Date of Award
Master of Arts
This thesis investigates infant and childhood health in the Roman period (1st to 4th centuries A.D.) cemetery at Vagnari using data on the prevalence and timing of linear enamel hypoplasias (LEH‘s). These results are examined in the context of historical and archaeological evidence for childhood health in ancient Rome. Analysis of the prevalence of LEH‘s in 48 individuals reveals a low frequency (64.6 %) of enamel hypoplasias in comparison with other Roman period skeletal samples, suggesting that political–economic or geographical variables may have contributed to the generally healthy conditions for subadults at Vagnari.
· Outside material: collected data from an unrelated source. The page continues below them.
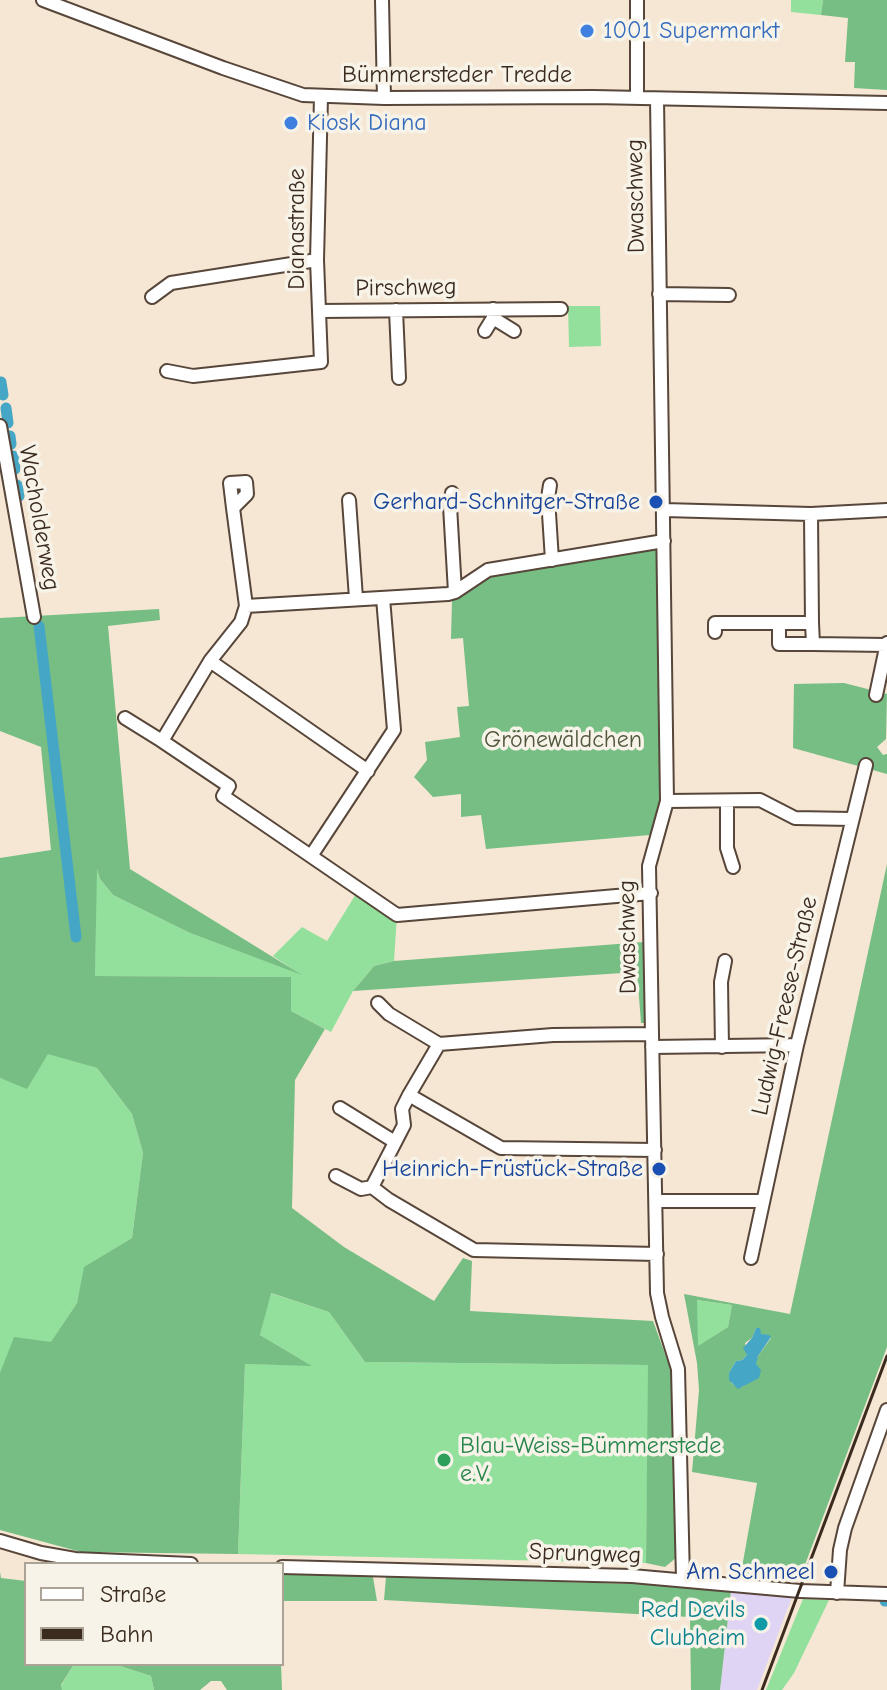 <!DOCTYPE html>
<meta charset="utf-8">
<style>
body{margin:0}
#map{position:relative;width:887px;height:1690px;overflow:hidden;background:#f5e7d3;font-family:"Comic Neue",sans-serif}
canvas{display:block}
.legend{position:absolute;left:24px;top:1562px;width:260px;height:104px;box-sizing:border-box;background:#f7f3e8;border:2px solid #aca397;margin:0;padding:10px 14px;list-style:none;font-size:24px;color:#3b2a1e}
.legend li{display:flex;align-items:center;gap:16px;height:40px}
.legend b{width:40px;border:2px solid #aca397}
</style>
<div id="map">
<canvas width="887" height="1690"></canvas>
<ul class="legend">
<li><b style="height:10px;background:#fff"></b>Straße</li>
<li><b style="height:10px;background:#3b2a1e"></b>Bahn</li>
</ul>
</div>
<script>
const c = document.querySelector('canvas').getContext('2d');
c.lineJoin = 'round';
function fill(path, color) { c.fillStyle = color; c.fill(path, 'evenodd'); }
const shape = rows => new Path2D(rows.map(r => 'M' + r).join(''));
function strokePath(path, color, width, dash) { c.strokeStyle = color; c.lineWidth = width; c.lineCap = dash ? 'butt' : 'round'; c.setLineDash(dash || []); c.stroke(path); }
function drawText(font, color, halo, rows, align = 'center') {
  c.font = font + ' "Comic Neue",sans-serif'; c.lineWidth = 7; c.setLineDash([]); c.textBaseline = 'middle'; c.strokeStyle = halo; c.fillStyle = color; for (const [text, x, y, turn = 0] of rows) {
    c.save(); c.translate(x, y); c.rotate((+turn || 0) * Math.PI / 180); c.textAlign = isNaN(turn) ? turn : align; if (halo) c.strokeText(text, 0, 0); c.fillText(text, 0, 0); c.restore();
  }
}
fill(shape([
 [731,1591,792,1597,757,1690,720,1690]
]), '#e0d4f4');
fill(shape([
 [791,0,823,0,821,15,791,12],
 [568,306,600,306,601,346,569,347],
 [96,865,100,879,113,895,190,933,298,973,273,956,302,927,327,941,359,889,397,915,394,961,374,966,353,991,331,1032,291,1011,290,977,95,976],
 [48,1053,97,1068,132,1114,143,1153,132,1238,85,1267,77,1303,51,1343,0,1373,0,1078,27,1088],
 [270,1293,329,1312,365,1362,649,1365,646,1563,238,1554,245,1364,310,1365,260,1335],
 [697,1300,732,1305,728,1327,697,1347],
 [803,1599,829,1600,794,1673,782,1690,766,1690],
 [74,1664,114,1664,151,1676,154,1690,62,1690,61,1686]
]), '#93e09d');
fill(shape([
 [823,0,887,0,887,90,854,88,855,62,845,62,848,18,821,15],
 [660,546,665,801,650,835,486,849,481,815,461,817,461,794,433,797,414,777,427,760,425,742,460,737,457,707,469,706,463,638,451,639,452,599,492,575],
 [159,609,160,620,108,626,130,869,302,975,190,933,113,895,100,879,97,869,95,976,291,977,291,1011,325,1029,295,1080,292,1208,344,1247,434,1301,463,1258,472,1261,470,1311,653,1321,671,1370,677,1557,665,1567,646,1563,648,1365,365,1362,329,1312,271,1293,260,1335,312,1366,245,1364,238,1554,81,1552,0,1530,0,1373,14,1337,51,1342,77,1303,84,1267,132,1238,143,1153,132,1114,97,1068,48,1054,27,1089,0,1078,0,858,51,850,41,747,0,731,0,618],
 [844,683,887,694,886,739,877,747,883,755,887,754,887,774,793,748,794,684],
 [887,864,887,1347,800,1578,741,1573,757,1483,692,1472,699,1390,697,1363,684,1294,790,1314],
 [697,1300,732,1305,728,1327,698,1346],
 [756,1328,761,1334,771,1338,758,1356,749,1382,742,1387,732,1384,729,1373,736,1361,742,1360,747,1355,745,1343,752,1338],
 [644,942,649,1023,641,1023,637,972,353,991,374,966,394,961],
 [0,1572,1,1578,26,1581,26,1664,74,1664,61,1685,62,1690,0,1690],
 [282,1572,373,1577,377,1601,282,1601],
 [386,1577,667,1585,731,1591,720,1690,691,1690,690,1617,384,1600],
 [114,1664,281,1664,282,1690,227,1690,221,1681,211,1681,200,1690,154,1690,151,1676]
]), '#76be84');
fill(shape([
 [756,1328,760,1328,761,1334,769,1335,771,1337,758,1356,756,1364,761,1370,759,1378,738,1389,729,1380,729,1373,736,1361,742,1360,747,1355,743,1348,752,1338]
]), '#46a6c5');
strokePath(shape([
 [1,382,3,395],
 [6,408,8,423],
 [10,436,11,444],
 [13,456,15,469],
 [17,485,19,496],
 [39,626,76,937],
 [885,1601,887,1601]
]), '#46a6c5', 11);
const minor = shape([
 [43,0,223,68,303,95,384,98,593,97,887,103],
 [382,0,384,98],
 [637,0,637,98],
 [657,99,667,801,649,866,652,1034,657,1293,662,1317,678,1369,683,1579],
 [659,294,729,295],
 [152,297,171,283,317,260],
 [396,310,399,378],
 [319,311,561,309],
 [493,318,514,331],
 [485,331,493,318,493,309],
 [167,371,193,376,321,362,317,260,321,97],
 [0,426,34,617],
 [550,485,548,498,552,560],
 [452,493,450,506,455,592],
 [349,500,356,598],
 [233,508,230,483,246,482,247,494,233,508,246,606,448,594,455,592,488,570,664,541],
 [664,510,811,514,887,510],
 [811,514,812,623,813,644,779,644,779,623,812,623],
 [246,606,241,622,210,661,162,741,229,786,223,796,397,915,651,893],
 [715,632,715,623,779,623],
 [813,644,887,645],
 [210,661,368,771],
 [876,695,887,643],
 [125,718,162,741],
 [667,801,760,800,795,818,852,819],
 [727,801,727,848,733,867],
 [311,856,394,730,383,598],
 [378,1003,389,1014,439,1044,553,1035,652,1034],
 [439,1044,409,1095,402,1109,404,1125,372,1187,389,1200,474,1250,657,1254],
 [652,1047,797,1045],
 [722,1047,721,982,725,961],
 [409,1095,501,1148,655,1150],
 [340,1108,395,1142],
 [336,1176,361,1189,372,1187],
 [657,1201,763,1201],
 [751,1258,797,1045,866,765],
 [0,1541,41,1553,75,1559,191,1564],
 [282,1567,632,1576,800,1591,887,1594],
 [837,1593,840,1550,845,1528,887,1410]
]);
strokePath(minor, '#574639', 16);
strokePath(minor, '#fff', 12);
strokePath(shape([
 [762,1690,887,1356]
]), '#3b2a1e', 3);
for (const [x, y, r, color] of [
 [587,31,8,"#3f7fe0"],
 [291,123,8,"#3f7fe0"],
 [656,502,8,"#1a4fb4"],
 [659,1169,8,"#1a4fb4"],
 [444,1460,8,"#2e9e5b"],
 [831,1572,8,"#1a4fb4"],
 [761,1624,8,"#0f9aa8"]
]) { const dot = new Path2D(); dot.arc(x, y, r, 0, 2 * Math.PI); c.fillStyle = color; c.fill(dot); strokePath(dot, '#f7f3e8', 3); }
drawText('24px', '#366cbe', '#f7f3e8', [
 ["1001 Supermarkt",603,31],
 ["Kiosk Diana",307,123]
], 'left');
drawText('24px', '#3b2a1e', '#f7f3e8', [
 ["Bümmersteder Tredde",457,75],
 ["Dwaschweg",636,196,-91],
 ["Dianastraße",297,229,-90],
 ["Pirschweg",406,288,-1],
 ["Wacholderweg",39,518,80],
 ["Dwaschweg",628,937,-91],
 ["Ludwig-Freese-Straße",785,1006,-77],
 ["Sprungweg",585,1554,2]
]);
drawText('24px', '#164399', '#f7f3e8', [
 ["Gerhard-Schnitger-Straße",640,502],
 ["Heinrich-Früstück-Straße",643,1169],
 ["Am Schmeel",815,1572]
], 'right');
drawText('24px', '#51583e', '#f7f3e8', [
 ["Grönewäldchen",563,740]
]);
drawText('24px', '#27864d', '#f7f3e8', [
 ["Blau-Weiss-Bümmerstede",460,1446],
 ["e.V.",460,1474]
], 'left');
drawText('24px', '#0d838f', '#f7f3e8', [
 ["Red Devils",745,1610],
 ["Clubheim",745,1638]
], 'right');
</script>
Intrasite analysis indicates no significant difference between sexes or burial types with respect to the average number of teeth affected with hypoplasias and the average total number of defects, but a significant difference does exist between age groups (divided into 15 year intervals). The hypoplastic data indicate that males and females were experiencing similar levels of stress during infancy and childhood. These results are not consistent with the historical evidence, which suggests that male children were preferentially treated in ancient Roman society. Measurement of each hypoplastic defect indicates a peak age at occurrence of 2.75 years of age, which is interpreted as evidence of the end of the weaning process. Enamel hypoplasias occurred until around 6.5 years of age, suggesting that these Roman children experienced stress throughout childhood, possibly the result of childhood illness or malnutrition. The hypoplastic data are consistent with the historical evidence from the Roman period with respect to the general timetable of weaning. This research integrates biological, archaeological, and historical information about the lives of children to help investigate the physical well–being of a rural working class population in the ancient Roman Empire.